Although the method is not inlined, it calls many other methods marked as 'inline'. As I mentioned above, the library is included into a managed C++ project as a .lib file and "knows" nothing about MSIL. Still, it works surprisingly slow. The DevPartner profiler reports about 100 managed<->unmanaged calls per call of the method. We think that, when compiling the .lib, the compiler failed to inline many of the methods. Thus, those methods are instantiated from the *.h files when compiling the managed progect, and the methods belonging to the library actually call those non-inline, terribly slow managed functions. Old VC++6 gives a warning if a function cannot be inlined (Warning Level=4), while VC++7 doesn't. So, I cannot even detect the problematic functions.
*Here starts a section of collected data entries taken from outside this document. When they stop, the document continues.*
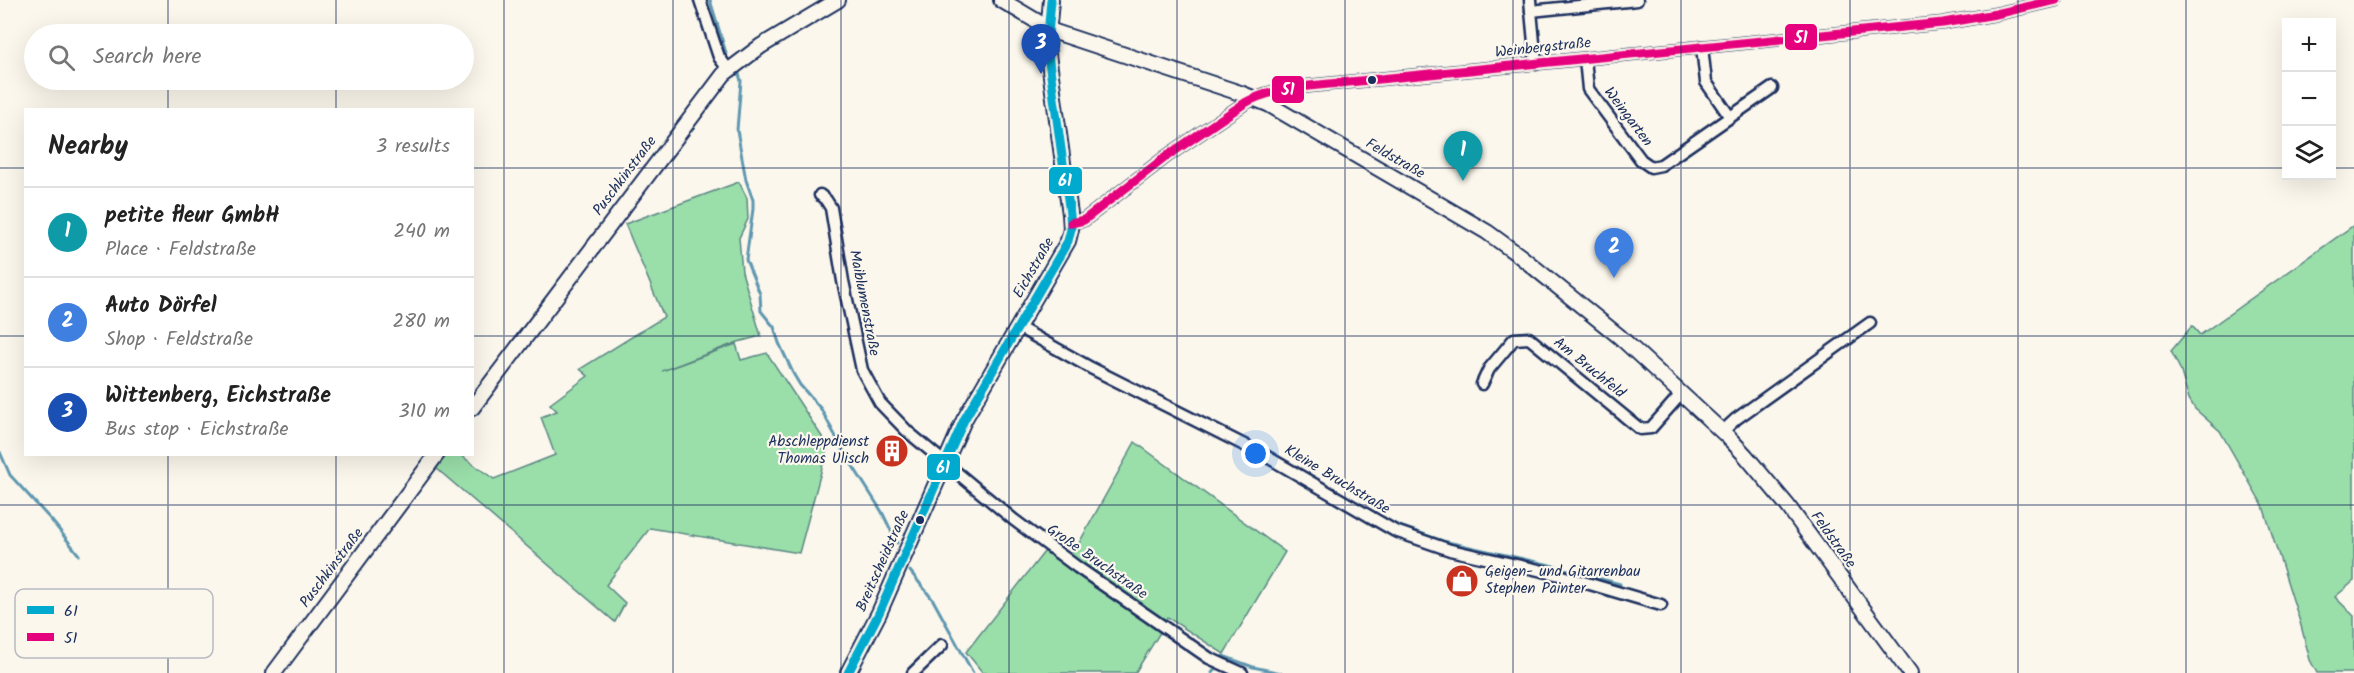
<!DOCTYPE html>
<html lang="en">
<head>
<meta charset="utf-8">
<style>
  body { margin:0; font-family:Kalam,sans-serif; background:#f6f6f6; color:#222 }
  .controls { position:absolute; right:18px; top:18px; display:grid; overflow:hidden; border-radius:0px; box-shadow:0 6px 24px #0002 }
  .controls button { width:54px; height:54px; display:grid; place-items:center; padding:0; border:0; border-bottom:2px solid #e0e0e0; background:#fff; color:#222; font:30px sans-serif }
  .you { position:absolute; left:1256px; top:454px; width:21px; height:21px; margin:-15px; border:4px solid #fff; border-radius:50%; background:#1a73e8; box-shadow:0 0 0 9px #1a73e833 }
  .badge { display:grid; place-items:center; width:39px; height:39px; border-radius:50%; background:#c8321e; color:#fff; font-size:20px; font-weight:700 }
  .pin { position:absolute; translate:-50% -50px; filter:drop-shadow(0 2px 3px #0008) }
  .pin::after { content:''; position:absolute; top:32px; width:21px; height:18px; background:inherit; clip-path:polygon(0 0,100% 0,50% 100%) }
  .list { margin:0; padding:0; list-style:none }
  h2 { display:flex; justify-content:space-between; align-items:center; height:78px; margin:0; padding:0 24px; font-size:26px }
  h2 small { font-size:20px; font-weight:400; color:#767676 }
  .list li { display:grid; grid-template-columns:39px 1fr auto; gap:18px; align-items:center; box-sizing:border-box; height:90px; padding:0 24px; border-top:2px solid #e0e0e0 }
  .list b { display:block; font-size:22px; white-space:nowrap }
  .list p { margin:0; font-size:20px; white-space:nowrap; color:#767676 }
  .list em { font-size:20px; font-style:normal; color:#767676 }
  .icon { flex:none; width:33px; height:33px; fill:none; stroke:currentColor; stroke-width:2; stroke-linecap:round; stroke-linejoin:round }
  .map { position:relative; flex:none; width:2354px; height:673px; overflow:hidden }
  .search { position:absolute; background:#fff; box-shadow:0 6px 24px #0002; left:24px; top:24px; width:450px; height:66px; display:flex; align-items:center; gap:15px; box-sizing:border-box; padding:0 21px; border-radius:33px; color:#767676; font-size:22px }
  .panel { position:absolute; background:#fff; box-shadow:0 6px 24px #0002; left:24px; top:108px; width:450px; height:348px; border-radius:0px }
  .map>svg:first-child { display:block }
</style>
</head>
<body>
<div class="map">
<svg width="2354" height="673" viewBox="0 0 2354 673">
  <rect width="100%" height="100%" fill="#fbf7ec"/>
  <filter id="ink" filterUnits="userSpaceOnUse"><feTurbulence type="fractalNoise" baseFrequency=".0167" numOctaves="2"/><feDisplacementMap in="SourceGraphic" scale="12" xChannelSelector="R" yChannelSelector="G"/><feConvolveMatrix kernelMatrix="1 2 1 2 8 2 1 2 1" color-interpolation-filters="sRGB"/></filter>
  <g filter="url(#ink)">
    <g fill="#9adea9" stroke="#5a8684" stroke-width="1.5">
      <path d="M739,182L747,198L748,219L739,238L742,272L761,336L738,342L662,371L736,344L741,360L767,353L828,446L799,553L650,528L606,585L625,603L615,622L436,468L446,455H460L494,479L555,455L541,417L557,411L550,404L588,376L580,369L664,317L625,224Z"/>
      <path d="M2354,225V581L2335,597L2354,616V673H2317L2310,660L2300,622L2263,506L2220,431L2195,409L2189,399L2180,369L2171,351L2192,326L2200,335Z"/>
      <path d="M1135,442L1285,552L1224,654L1167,617L1161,631L1135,673H983L966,652L1044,552H1074Z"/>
    </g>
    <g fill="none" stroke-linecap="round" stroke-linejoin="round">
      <g stroke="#5f97b0" stroke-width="3">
        <path d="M710,0L726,53"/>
        <path d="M739,74L741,81L737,130L746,180L753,200V209L746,260L760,294L761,311L774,327L779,343L794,375L800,385L821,409L844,452L882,512L897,543"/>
        <path d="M0,452L10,475L52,521L79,555"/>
        <path d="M1391,523L1443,541L1546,564L1620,584"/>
        <path d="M910,571L933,600L973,673"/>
        <path d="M1212,673L1223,656L1253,667L1281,673"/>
      </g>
      <g stroke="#1b2f5e" stroke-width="15">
        <g id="street">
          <path d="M700,0L719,57L728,69"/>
          <path d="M1530,0L1536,64"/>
          <path d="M1531,11L1637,0"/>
          <path d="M1702,47L1706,82L1730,117"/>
          <path d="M1585,59L1588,89L1641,160L1651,167L1661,165L1772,88"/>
          <path d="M820,195L826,200L831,208L843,281L862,370L880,403L908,432L1014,520L1077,567L1209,658L1242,673"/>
          <path d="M1071,223L1084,220L1167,156L1245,103C1264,92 1287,89 1309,86L1943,23L1996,14L2056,0"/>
          <path d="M1018,327L1091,368L1264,455L1395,531L1450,550L1556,574L1661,605"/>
          <path d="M1482,384L1489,369L1514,339L1529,338L1640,429L1651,428L1681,394"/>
          <path d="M1723,431L1736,419L1870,323"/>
          <path d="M913,673L942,645"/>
        </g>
      </g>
      <g stroke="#1b2f5e" stroke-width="18">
        <g id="secondary">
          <path d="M1001,0L1055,32L1240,93L1268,104L1487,232L1520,256L1620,337L1728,437L1745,455L1787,505L1910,673"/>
          <path d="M472,408L724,74L761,46L838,0"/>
          <path d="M274,673L437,454"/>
          <path d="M848,673L879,613L964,420L1068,241L1071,229L1070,214L1047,47L1051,0"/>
        </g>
      </g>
      <use href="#street" stroke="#fbf7ec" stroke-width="10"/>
      <use href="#secondary" stroke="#fbf7ec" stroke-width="14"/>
      <g stroke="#fbf7ec" stroke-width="14">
        <path id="bus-1" d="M848,673L879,613L964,420L1068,241L1071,229L1070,214L1047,47L1051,0"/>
      </g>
      <g stroke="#fbf7ec" stroke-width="14">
        <path id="bus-2" d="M1071,223L1084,220L1167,156L1245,103C1264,92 1287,89 1309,86L1943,23L1996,14L2056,0"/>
      </g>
      <use href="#bus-1" stroke="#00a9ce" stroke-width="9"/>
      <use href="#bus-2" stroke="#e5007d" stroke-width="9"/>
    </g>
  </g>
  <path fill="none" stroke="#1b2f5e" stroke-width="1.5" stroke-opacity="0.55" d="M168,0V34M336,0V34M504,0V673M673,0V673M841,0V673M1009,0V673M1177,0V673M1345,0V673M1513,0V673M1681,0V673M1850,0V673M2018,0V673M2186,0V673M168,80V110M336,80V110M0,168H26M472,168H2286M2332,168H2354M0,336H26M472,336H2354M168,454V673M336,454V673M0,505H2354"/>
  <defs>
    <g id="building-disc" transform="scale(1.725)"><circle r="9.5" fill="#c8321e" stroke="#fbf7ec"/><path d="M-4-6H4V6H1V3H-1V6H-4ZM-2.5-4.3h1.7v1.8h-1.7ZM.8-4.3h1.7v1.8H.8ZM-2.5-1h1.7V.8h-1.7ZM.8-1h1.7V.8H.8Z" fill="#fff"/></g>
    <g id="shop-disc" transform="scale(1.725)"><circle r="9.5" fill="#c8321e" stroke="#fbf7ec"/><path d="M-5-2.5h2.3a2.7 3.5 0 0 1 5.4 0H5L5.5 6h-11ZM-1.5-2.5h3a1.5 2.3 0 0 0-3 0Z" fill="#fff"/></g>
  </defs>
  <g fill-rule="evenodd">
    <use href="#building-disc" x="892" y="451"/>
    <use href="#shop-disc" x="1462" y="581"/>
  </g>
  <g fill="#1b2f5e" stroke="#fbf7ec" stroke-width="2">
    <circle cx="1372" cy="80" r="5"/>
    <circle cx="920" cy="520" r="5"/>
  </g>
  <g text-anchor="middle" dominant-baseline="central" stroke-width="4.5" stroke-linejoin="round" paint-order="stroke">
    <g font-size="15" fill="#1b2f5e" stroke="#fbf7ec">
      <text transform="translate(1543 48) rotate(-6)">Weinbergstraße</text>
      <text transform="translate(1628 117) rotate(53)">Weingarten</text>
      <text transform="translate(1395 159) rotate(30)">Feldstraße</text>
      <text transform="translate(625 176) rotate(-53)">Puschkinstraße</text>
      <text transform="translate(1034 268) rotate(-60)">Eichstraße</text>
      <text transform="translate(864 303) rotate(79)">Maiblumenstraße</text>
      <text transform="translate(1589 368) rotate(39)">Am Bruchfeld</text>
      <text transform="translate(1337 480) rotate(31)">Kleine Bruchstraße</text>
      <text transform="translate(1833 540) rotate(54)">Feldstraße</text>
      <text transform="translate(883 561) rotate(-66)">Breitscheidstraße</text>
      <text transform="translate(1097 562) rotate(35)">Große Bruchstraße</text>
      <text transform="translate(332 568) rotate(-53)">Puschkinstraße</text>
    </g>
    <g font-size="15" fill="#1b2f5e" stroke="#fbf7ec" text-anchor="end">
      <text x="869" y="442">Abschleppdienst<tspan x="869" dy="17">Thomas Ulisch</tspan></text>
      <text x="1485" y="572" text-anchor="start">Geigen- und Gitarrenbau<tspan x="1485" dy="17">Stephen Painter</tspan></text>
    </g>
  </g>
  <rect x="15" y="589" width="198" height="69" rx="9" fill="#fbf7ec" stroke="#b8bbc1" stroke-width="1.5"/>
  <rect x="27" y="606" width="27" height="8" fill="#00a9ce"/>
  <rect x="27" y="633" width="27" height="8" fill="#e5007d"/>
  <g font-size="16" fill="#1b2f5e">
    <text x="64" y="616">61</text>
    <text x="64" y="643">51</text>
  </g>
  <g stroke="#fbf7ec" stroke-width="2">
    <rect x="1784" y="23" width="34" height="28" rx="6" fill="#e5007d"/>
    <rect x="1271" y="75" width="34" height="29" rx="6" fill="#e5007d"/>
    <rect x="1048" y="166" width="35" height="29" rx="6" fill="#00a9ce"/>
    <rect x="926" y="453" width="35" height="28" rx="6" fill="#00a9ce"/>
  </g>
  <g font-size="16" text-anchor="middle" font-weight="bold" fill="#fff">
    <text x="1801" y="43">51</text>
    <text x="1288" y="95">51</text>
    <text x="1065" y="186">61</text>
    <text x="943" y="473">61</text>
  </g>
</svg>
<div class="controls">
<button>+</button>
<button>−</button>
<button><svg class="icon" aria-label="layers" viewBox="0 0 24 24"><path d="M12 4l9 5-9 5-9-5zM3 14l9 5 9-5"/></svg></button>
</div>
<div class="you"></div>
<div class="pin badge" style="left:1463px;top:181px;background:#0f9aa8">1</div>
<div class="pin badge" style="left:1614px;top:278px;background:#3f7fe0">2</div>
<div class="pin badge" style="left:1041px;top:74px;background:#1a4fb4">3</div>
<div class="search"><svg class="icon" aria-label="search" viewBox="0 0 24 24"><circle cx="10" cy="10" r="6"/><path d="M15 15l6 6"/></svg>Search here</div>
<section class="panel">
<h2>Nearby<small>3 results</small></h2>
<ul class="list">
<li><span class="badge" style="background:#0f9aa8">1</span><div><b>petite fleur GmbH</b><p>Place · Feldstraße</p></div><em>240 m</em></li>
<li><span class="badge" style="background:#3f7fe0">2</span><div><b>Auto Dörfel</b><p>Shop · Feldstraße</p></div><em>280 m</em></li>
<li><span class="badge" style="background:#1a4fb4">3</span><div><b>Wittenberg, Eichstraße</b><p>Bus stop · Eichstraße</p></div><em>310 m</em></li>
</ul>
</section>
</div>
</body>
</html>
Do you know if there is any way to force the compiler to use natively generated unmanaged code even if it cannot be inlined when compiling a managed progect?

I know I can use an intermediate proxy class that hides all .h files from managed code, but I'd rather avoid it.

I understand that the inline functions from my .h files must also be available from the managed section, and so, I'm forced to use those entry points even from the native C++ .obj code. Is there a way to duplicate them (one instance for managed and the other one for unmanaged)?